What the task requires: Reproduce, character for character, the entries from their opening line through the line with "height:5px; margin:-2.5px; padding:0".

Input data:

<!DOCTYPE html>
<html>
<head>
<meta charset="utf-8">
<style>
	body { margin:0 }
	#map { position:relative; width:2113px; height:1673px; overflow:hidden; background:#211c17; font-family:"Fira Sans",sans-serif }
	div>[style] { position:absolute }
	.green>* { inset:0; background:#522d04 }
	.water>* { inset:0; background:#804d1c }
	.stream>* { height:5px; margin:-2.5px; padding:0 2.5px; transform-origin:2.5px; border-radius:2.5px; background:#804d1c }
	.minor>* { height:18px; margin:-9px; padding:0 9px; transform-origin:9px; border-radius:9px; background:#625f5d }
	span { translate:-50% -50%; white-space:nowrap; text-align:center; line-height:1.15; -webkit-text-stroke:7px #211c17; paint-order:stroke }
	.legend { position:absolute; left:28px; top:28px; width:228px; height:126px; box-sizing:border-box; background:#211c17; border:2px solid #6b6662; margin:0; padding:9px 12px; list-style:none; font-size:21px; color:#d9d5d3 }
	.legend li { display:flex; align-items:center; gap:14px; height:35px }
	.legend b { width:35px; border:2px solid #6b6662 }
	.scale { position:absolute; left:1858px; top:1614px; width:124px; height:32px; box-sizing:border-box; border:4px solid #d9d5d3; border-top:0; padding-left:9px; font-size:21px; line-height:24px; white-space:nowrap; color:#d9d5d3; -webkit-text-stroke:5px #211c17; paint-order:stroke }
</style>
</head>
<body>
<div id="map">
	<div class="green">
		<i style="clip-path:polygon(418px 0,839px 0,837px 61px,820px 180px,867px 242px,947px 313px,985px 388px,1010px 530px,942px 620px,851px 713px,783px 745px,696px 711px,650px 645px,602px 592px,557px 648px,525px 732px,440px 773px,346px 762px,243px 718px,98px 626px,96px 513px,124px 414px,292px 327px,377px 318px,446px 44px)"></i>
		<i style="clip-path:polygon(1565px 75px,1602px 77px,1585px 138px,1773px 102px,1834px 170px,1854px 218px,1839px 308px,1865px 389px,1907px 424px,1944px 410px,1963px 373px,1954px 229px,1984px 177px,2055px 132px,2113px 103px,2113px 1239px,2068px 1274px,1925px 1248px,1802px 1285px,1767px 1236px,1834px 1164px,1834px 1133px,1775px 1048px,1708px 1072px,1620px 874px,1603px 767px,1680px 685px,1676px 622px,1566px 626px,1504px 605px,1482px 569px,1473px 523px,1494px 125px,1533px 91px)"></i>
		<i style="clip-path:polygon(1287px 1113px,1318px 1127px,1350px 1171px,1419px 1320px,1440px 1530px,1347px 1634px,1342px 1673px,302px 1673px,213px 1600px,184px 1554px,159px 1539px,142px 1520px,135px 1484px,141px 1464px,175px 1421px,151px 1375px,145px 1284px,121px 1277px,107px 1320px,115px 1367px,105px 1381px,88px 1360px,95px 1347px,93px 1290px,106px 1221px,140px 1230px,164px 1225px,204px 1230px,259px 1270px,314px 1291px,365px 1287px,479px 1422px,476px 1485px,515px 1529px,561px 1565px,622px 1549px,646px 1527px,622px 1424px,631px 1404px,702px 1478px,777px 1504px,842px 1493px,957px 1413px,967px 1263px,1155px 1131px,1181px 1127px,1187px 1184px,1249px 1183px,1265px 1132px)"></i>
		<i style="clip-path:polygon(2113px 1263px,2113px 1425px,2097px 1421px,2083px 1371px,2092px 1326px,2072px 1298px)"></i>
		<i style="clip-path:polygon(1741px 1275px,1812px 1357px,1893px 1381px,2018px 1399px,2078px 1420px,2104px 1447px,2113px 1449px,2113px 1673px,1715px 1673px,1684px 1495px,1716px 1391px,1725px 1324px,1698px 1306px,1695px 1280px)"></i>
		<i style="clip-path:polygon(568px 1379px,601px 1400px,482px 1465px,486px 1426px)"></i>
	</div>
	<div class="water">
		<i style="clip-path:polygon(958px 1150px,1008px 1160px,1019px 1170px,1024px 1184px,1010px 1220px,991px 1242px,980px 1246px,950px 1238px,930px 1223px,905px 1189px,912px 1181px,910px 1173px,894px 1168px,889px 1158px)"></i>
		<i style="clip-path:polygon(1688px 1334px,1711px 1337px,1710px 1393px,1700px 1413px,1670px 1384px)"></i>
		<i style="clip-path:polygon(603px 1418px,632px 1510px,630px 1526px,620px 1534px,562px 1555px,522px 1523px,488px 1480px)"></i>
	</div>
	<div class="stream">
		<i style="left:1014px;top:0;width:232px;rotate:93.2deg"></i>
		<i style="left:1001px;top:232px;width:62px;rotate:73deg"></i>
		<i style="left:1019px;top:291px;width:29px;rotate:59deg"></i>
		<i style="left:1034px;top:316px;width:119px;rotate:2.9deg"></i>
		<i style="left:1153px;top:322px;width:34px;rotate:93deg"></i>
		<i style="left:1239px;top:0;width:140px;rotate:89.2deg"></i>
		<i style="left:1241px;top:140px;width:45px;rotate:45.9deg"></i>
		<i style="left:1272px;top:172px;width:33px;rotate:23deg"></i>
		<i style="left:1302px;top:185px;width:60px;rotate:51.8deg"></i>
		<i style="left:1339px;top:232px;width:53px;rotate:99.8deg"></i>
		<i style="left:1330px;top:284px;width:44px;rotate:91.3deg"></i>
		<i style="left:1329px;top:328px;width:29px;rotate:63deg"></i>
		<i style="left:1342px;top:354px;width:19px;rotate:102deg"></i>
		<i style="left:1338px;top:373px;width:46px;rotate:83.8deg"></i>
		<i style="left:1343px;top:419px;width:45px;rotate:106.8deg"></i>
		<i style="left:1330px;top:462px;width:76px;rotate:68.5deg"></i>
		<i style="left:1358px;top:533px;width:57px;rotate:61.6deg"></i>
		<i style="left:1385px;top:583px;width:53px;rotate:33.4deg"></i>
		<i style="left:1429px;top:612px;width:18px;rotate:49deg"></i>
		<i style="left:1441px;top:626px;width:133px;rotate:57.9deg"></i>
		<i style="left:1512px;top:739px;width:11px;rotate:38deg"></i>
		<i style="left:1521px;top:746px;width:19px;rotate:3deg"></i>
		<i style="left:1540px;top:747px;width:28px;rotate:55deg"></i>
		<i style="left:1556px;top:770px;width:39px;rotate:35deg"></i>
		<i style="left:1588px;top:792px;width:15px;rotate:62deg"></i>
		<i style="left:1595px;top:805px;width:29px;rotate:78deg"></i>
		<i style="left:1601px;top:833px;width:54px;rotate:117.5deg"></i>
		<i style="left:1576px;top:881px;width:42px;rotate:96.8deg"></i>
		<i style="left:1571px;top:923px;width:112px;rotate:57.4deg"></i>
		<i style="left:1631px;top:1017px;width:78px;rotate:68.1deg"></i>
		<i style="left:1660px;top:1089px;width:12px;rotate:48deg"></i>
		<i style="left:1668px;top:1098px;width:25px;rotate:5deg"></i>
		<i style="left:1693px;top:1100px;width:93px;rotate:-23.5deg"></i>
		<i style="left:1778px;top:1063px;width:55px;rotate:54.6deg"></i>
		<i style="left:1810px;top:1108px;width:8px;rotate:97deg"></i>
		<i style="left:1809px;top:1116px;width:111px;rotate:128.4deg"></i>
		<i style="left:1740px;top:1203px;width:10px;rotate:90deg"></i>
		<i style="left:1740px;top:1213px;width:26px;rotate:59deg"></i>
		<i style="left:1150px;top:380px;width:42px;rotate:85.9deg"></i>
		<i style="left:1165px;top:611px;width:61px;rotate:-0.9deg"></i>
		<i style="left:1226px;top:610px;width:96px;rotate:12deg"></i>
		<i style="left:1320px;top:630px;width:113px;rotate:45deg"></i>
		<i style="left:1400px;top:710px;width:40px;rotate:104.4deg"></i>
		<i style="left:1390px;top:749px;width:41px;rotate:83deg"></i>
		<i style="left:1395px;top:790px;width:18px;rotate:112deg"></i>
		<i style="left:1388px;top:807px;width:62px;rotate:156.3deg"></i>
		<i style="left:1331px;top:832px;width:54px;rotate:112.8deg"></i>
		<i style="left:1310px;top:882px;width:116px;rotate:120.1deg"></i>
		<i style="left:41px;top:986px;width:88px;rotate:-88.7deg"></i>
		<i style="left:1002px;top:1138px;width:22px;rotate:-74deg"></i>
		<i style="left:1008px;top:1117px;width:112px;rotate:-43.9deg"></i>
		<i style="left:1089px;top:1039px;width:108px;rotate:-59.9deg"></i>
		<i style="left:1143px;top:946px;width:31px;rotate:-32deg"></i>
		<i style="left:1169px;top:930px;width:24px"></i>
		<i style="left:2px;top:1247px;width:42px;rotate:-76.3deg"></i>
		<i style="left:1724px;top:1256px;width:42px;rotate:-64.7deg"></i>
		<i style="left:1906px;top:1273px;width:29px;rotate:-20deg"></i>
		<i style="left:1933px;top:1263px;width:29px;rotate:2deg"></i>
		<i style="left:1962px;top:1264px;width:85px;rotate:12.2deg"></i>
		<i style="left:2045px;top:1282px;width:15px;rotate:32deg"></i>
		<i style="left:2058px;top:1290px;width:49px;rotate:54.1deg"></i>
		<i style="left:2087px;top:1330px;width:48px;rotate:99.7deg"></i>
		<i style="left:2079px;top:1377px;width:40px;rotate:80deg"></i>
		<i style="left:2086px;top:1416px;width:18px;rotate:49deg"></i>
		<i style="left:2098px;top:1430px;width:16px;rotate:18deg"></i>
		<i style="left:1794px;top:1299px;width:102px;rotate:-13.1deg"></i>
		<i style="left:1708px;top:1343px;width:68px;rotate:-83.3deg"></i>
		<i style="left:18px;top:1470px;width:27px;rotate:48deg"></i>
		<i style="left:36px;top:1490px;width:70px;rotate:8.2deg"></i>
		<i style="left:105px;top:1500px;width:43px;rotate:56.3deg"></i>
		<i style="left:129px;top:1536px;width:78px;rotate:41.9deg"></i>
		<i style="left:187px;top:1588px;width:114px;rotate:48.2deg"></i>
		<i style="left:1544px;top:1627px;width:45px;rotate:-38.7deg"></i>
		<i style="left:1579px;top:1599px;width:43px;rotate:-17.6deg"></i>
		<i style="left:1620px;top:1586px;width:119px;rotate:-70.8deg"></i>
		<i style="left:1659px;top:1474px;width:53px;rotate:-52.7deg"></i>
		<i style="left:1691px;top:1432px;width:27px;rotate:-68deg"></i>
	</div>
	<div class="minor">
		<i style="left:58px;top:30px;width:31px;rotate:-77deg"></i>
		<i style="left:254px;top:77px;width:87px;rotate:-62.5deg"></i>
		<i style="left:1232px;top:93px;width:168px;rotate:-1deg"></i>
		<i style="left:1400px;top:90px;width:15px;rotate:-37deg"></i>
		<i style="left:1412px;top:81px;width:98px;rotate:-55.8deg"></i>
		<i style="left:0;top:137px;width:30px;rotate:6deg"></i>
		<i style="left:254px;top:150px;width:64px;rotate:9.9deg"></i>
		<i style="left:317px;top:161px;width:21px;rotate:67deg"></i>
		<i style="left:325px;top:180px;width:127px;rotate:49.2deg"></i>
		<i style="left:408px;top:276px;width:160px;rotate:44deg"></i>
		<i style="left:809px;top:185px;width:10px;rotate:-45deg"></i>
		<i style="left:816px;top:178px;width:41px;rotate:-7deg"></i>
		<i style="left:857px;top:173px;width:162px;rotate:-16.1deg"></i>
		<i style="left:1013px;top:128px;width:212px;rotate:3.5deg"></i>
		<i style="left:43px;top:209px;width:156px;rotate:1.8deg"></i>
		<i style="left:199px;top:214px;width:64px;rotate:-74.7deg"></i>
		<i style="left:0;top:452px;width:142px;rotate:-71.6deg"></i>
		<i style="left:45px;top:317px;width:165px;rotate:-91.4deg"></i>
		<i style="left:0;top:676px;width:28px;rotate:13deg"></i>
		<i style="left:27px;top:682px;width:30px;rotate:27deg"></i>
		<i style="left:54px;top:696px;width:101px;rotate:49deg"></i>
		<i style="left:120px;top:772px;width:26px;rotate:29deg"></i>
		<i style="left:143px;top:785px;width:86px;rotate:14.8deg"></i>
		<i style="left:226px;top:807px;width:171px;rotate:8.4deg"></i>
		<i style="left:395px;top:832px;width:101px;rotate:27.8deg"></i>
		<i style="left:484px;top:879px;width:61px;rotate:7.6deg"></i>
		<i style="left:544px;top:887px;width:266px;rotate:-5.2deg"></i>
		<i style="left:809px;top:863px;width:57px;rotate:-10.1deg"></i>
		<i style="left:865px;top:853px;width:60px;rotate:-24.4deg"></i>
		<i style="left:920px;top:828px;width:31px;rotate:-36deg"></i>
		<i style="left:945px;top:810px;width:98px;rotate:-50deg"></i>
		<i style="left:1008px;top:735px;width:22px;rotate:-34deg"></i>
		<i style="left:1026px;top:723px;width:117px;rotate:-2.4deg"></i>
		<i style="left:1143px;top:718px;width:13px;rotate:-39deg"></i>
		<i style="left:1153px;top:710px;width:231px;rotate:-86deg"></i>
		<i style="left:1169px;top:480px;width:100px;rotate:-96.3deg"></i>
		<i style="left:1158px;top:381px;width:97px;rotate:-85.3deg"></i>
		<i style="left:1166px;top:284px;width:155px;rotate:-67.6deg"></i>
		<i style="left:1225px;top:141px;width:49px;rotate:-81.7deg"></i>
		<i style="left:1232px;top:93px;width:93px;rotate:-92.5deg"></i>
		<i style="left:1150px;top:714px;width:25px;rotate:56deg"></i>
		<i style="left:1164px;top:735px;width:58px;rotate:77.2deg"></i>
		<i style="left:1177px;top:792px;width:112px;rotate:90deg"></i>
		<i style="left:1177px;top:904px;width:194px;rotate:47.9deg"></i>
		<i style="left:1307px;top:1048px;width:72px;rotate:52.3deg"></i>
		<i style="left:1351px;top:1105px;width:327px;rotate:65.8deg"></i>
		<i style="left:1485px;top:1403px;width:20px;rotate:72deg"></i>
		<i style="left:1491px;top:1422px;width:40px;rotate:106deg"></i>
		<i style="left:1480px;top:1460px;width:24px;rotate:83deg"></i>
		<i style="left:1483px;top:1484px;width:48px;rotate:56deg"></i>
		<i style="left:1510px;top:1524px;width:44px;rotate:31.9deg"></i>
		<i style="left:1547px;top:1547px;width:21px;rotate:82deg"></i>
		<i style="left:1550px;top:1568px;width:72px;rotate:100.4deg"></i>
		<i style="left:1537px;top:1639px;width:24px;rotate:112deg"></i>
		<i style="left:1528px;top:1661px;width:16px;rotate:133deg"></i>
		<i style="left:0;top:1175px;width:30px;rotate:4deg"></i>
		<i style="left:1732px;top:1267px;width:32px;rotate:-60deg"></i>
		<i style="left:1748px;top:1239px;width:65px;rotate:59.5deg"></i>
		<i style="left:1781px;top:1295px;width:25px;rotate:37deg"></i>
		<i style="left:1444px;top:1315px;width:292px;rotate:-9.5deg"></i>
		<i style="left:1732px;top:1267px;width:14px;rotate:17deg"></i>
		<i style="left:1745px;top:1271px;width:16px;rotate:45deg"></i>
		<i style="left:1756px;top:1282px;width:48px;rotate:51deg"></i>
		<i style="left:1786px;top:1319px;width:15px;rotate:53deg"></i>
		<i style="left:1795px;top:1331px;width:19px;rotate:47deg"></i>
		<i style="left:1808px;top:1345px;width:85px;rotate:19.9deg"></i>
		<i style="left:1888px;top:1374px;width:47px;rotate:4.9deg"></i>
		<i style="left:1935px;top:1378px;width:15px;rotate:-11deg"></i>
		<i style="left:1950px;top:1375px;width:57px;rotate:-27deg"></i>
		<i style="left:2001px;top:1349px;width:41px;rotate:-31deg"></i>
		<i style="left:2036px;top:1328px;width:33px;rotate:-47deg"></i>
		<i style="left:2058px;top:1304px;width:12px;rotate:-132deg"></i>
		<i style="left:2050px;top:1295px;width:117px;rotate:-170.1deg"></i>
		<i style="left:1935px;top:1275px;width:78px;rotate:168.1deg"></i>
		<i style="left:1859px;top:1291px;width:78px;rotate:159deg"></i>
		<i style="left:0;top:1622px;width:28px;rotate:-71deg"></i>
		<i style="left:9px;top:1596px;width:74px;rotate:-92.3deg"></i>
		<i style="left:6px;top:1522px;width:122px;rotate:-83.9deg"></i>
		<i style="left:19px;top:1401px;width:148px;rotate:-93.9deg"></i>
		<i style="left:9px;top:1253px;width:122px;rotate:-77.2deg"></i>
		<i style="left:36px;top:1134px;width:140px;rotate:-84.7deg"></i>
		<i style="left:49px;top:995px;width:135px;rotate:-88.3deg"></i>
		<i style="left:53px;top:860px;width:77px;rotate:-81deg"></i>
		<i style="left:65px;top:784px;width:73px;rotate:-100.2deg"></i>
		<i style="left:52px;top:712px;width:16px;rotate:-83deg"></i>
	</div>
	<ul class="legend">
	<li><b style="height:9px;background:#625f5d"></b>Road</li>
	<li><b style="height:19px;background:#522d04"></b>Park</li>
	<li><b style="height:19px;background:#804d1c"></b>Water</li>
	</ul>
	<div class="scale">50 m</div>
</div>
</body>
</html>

Response:
<!DOCTYPE html>
<html>
<head>
<meta charset="utf-8">
<style>
	body { margin:0 }
	#map { position:relative; width:2113px; height:1673px; overflow:hidden; background:#211c17; font-family:"Fira Sans",sans-serif }
	div>[style] { position:absolute }
	.green>* { inset:0; background:#522d04 }
	.water>* { inset:0; background:#804d1c }
	.stream>* { height:5px; margin:-2.5px; padding:0 2.5px; transform-origin:2.5px; border-radius:2.5px; background:#804d1c }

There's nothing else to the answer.